Qual de nós soffre mais?—tu, que morres, ou eu,
Que te vejo morrer?»—E as aguas, que subiam,
O corpo da infeliz no vortice envolviam.
Olhando para o filho, assim lhe diz a mãe:
—«Filho, vamos morrer! Olha a maré que vem!
Viverás mais do que eu! Vá! filho, vá! coragem!
«Sobe aos meus hombros, sobe! e ao tragar-me a voragem,
Ai, lembra-te de mim e de teu pobre pae!»
E o mar a submergiu. Chora a creança e vae
Pouco a pouco afundir-se. Á flor da agua revolta,
Apenas já fluctua a trança loura e solta…
…Uma fada passou sobre o affrontado mar;
Viu o cabello louro, em baixo, a fluctuar;
Estende a mão piedosa e, segurando a trança,
Com ella attrahe a si a pallida creança.
E, sorrindo, dizia:—«Ai, que pesada que és!»
Mas viu cêdo a razão; inda segura aos pés
Do filho estremecido, a pobre mãe começa
A erguer tambem da onda a humida cabeça.
Sorriu a boa fada, ao ver assim os dois,
E repetiu ainda:—«Ai, que pesados sois!»
É que, após a mulher, seguia-se o marido
Estreitamente aos pés da terna esposa unido.
Ao vel-o, inda outra vez a meiga fada riu,
E, leve, para a praia o vôo dirigiu
Com este cacho vivo, esta humana cadeia,
Cujos élos o amor piedosamente enleia.

Pousando o livro, Jenny continuou:

—Seguem-se mais quatro versos, consagrados á moralidade do conto, os quaes talvez me julgues dispensada de ler, por inuteis.

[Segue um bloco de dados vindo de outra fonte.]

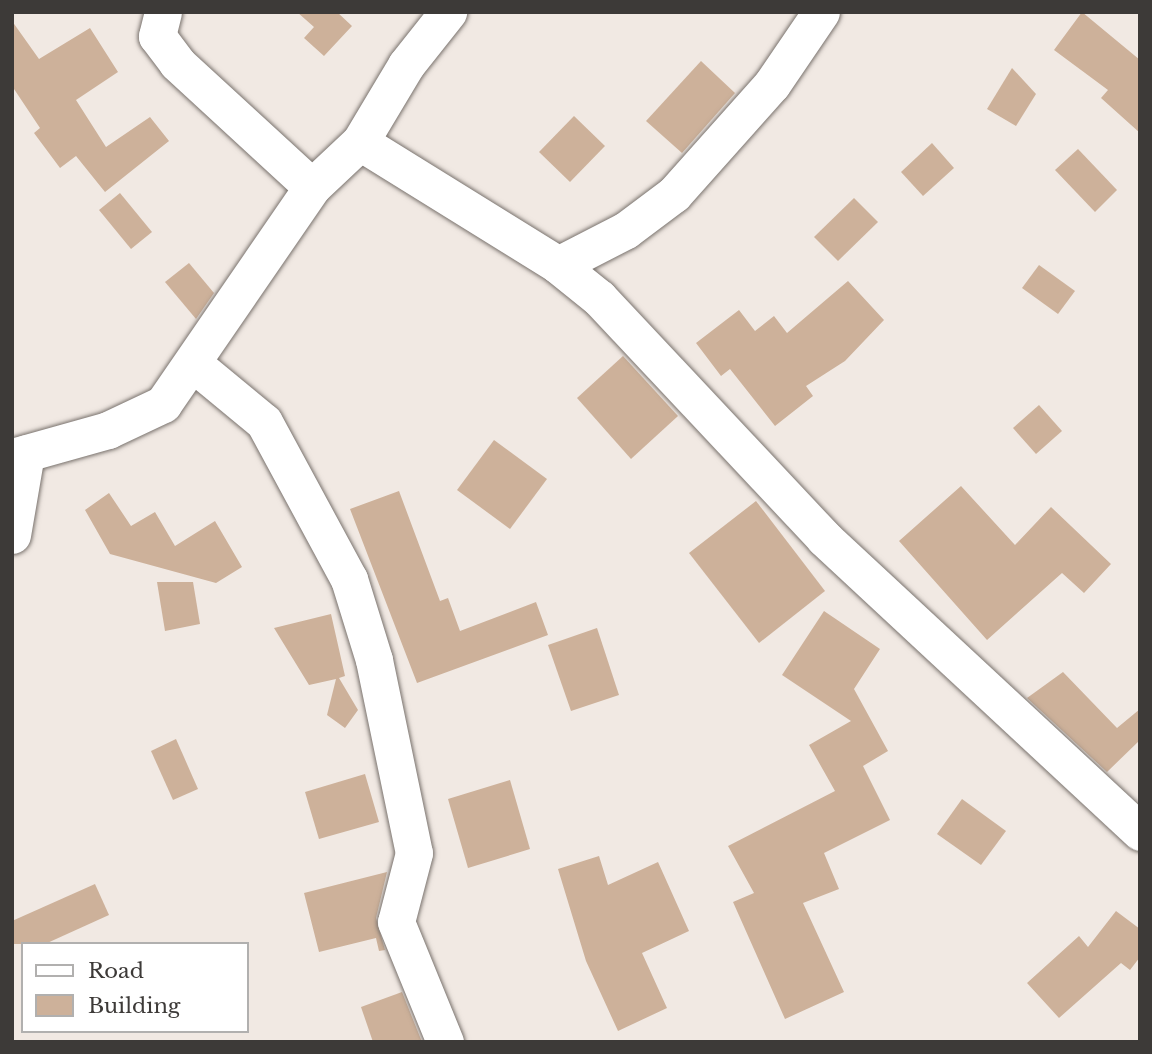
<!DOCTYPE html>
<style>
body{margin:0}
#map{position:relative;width:1152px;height:1054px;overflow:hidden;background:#f1e9e3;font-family:"Libre Baskerville",serif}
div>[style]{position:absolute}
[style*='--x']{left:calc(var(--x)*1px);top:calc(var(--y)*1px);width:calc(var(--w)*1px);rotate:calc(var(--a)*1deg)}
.building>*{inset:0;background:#cdb19a}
.roads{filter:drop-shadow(0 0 2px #79726d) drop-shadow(0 0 2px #79726d)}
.minor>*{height:37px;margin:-18.5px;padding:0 18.5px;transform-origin:18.5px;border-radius:18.5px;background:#fff}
span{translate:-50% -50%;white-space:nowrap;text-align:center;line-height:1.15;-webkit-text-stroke:7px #fff;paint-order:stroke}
.frame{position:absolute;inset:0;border:14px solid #3d3a38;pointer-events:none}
.legend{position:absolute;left:21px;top:942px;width:228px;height:91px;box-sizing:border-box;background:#fff;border:2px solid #b1b0af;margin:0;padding:9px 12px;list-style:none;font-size:21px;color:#3d3a38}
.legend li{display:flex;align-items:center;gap:14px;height:35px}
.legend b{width:35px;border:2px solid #b1b0af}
</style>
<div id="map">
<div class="building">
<i style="clip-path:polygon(297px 12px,337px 12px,352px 26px,324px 56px,304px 38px,314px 27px)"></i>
<i style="clip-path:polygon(1082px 12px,1140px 60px,1140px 133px,1101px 98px,1108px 90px,1054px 50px)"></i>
<i style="clip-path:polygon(12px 21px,39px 59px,90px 28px,118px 72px,76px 100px,106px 147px,150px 117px,169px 141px,105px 192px,76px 156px,60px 168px,34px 133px,40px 128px,12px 86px)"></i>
<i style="clip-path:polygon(701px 61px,735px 93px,682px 153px,646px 121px)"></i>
<i style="clip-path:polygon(1012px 68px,1036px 94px,1016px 126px,987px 109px)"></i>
<i style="clip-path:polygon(574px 116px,605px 146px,570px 182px,539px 152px)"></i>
<i style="clip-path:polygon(932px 143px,954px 168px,923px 196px,901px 172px)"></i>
<i style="clip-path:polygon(1078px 149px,1117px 190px,1095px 212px,1055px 170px)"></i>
<i style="clip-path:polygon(120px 193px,152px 232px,131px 249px,99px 210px)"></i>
<i style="clip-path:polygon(854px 198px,878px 222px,838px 261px,814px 237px)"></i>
<i style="clip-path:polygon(189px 263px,214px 293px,196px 319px,165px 282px)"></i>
<i style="clip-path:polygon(1039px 265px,1075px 291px,1058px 314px,1022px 288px)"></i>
<i style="clip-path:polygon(848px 281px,884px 320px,845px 361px,806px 386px,813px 396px,775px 426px,730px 369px,721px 376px,696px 343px,739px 310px,755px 331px,774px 316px,787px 333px)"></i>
<i style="clip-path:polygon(623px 356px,678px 416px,631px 459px,577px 398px)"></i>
<i style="clip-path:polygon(1039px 405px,1062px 431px,1036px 454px,1013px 428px)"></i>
<i style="clip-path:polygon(494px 440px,547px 479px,510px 529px,457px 490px)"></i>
<i style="clip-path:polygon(961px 486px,1015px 545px,1051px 507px,1111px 564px,1084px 593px,1062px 573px,987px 640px,899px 541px)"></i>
<i style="clip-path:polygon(399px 491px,440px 601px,448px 598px,460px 631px,536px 602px,548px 635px,417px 683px,350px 509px)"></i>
<i style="clip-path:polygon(109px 493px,131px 526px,155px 512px,175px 546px,215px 521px,242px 567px,216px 583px,110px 554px,85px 510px)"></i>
<i style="clip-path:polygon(756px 501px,825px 591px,759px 643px,689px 553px)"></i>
<i style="clip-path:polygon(157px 582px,193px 582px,200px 624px,165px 631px)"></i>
<i style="clip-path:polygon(824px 611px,880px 649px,854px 689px,888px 751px,863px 766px,890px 820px,824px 853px,839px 889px,803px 903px,844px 992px,785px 1019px,733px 902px,754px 893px,728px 846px,835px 791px,809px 745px,851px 721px,782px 675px)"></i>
<i style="clip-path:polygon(331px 614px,345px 676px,339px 678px,358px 710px,345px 728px,327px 715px,336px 679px,309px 685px,274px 628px)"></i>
<i style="clip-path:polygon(597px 628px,619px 695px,571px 711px,548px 645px)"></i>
<i style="clip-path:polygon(1063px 672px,1117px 728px,1140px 709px,1140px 740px,1107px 772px,1027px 698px)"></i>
<i style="clip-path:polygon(176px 739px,198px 789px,173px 800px,151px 751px)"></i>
<i style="clip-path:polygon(365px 774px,379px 822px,319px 839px,305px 792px)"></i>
<i style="clip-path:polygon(510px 780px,530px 849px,468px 868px,448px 799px)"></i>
<i style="clip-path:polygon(962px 799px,1006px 831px,981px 865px,937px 834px)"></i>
<i style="clip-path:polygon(599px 856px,608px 885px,658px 862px,689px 931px,642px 953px,667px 1008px,618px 1031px,586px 961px,558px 869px)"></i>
<i style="clip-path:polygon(387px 872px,376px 918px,385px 950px,379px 951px,376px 938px,319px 952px,304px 893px)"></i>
<i style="clip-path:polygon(95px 884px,109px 915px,45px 944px,12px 944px,12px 921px)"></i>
<i style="clip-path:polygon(1116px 911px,1140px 929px,1140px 957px,1130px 970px,1121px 963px,1059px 1018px,1027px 983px,1079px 936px,1088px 947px)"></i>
<i style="clip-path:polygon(402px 992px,422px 1042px,373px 1042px,361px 1007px)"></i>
</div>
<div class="roads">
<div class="minor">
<i style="--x:163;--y:12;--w:25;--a:104"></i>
<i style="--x:157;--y:36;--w:34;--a:53"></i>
<i style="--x:177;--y:63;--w:183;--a:42.6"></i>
<i style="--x:360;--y:142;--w:233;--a:31.8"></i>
<i style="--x:558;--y:265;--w:53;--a:38.8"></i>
<i style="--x:599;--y:298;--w:329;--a:46.8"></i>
<i style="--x:824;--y:538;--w:432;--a:42.9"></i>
<i style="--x:558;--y:265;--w:76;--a:-27.2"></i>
<i style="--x:626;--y:230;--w:60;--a:-36.9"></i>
<i style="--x:674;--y:194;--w:147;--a:-48.3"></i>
<i style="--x:772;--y:84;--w:87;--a:-55.8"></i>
<i style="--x:195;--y:365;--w:89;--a:39.6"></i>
<i style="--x:264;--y:422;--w:179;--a:61.6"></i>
<i style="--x:349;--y:579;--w:85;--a:72.8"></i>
<i style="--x:374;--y:660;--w:197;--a:78.3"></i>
<i style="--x:414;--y:853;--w:71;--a:104.6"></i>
<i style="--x:396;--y:922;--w:130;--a:67.8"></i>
<i style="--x:12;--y:457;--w:100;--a:-15.7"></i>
<i style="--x:108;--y:430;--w:61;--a:-25.3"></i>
<i style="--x:163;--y:404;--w:263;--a:-55.5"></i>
<i style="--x:312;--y:187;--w:66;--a:-43.2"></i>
<i style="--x:360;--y:142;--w:90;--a:-59.1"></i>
<i style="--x:406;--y:65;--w:68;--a:-51.6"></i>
<i style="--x:12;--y:535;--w:83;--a:-80.3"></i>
</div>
</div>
<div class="frame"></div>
<ul class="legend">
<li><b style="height:9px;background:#fff"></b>Road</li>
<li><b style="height:19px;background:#cdb19a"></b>Building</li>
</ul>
</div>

—De certo. A allegoria é transparente, até sem commentarios. Mas, dize-me tu uma cousa, Jenny: que faria ou que diria a boa fada se, pairando sobre a praia, um dia, em que as marés não fossem vivas, nem o mar ameaçasse devorar a piedosa familia… que faria ou diria ella, se encontrasse os tres formando o cacho vivo da imagem, tão ridiculo n'esse caso, como tocante nas condições, em que o considera a lenda? A fada por certo que sorria tambem, mas acrescentando d'essa vez: «Ai, que varridos sois!» Dize-me agora se queres que eu ajunte alguma cousa tambem, correspondente aos taes quatro versos de moralidade, que supprimiste?—terminou Carlos, tocando levemente as faces de Jenny, e com um sorriso triumphante, ao qual ella correspondeu com outro, mas replicando:

—Não, não é preciso. Mas repara, Charles, que as tempestades no mar formam-se ás vezes em um momento. E ninguem póde prever a época, em que é para receiar o perigo. Não viste como os pescadores voltavam a casa, «alegres todos tres», portanto confiados no mar? Se, tendo esta confiança, se houvessem separado e não caminhassem com as mãos unidas? Ao vir a maré, nem Amel procuraria que a esposa lhe sobrevivesse, nem Pennor tentaria salvar o filho, nem o cabello louro da creança, vindo á tona da agua, attrahiria as vistas da fada bemfazeja, dando-lhe occasião de salvar aquelle … cacho vivo… Entendes?

—E tão longe ando eu já, que vos não possa offerecer os hombros, se a maré vier um dia ameaçar-nos?

—Não, Charles; nem é a ti, tal como és, que eu ralho e quero mal; mas a um Charles, que ás vezes gostas de fingir. É singular! ha certas almas generosas que teem o vicio opposto ao da hypocrisia: esforçam-se por parecerem más! Para que has de estar a fazer mentir a tua bôca, dizendo o que não sentes?

—Não nego que houvesse algum mau humor nas minhas palavras de ha pouco, mas…

Jenny collocou-lhe a mão diante dos labios.

—Que esse «mas» fique para ámanhã. Por emquanto inda não confio muito n'elle.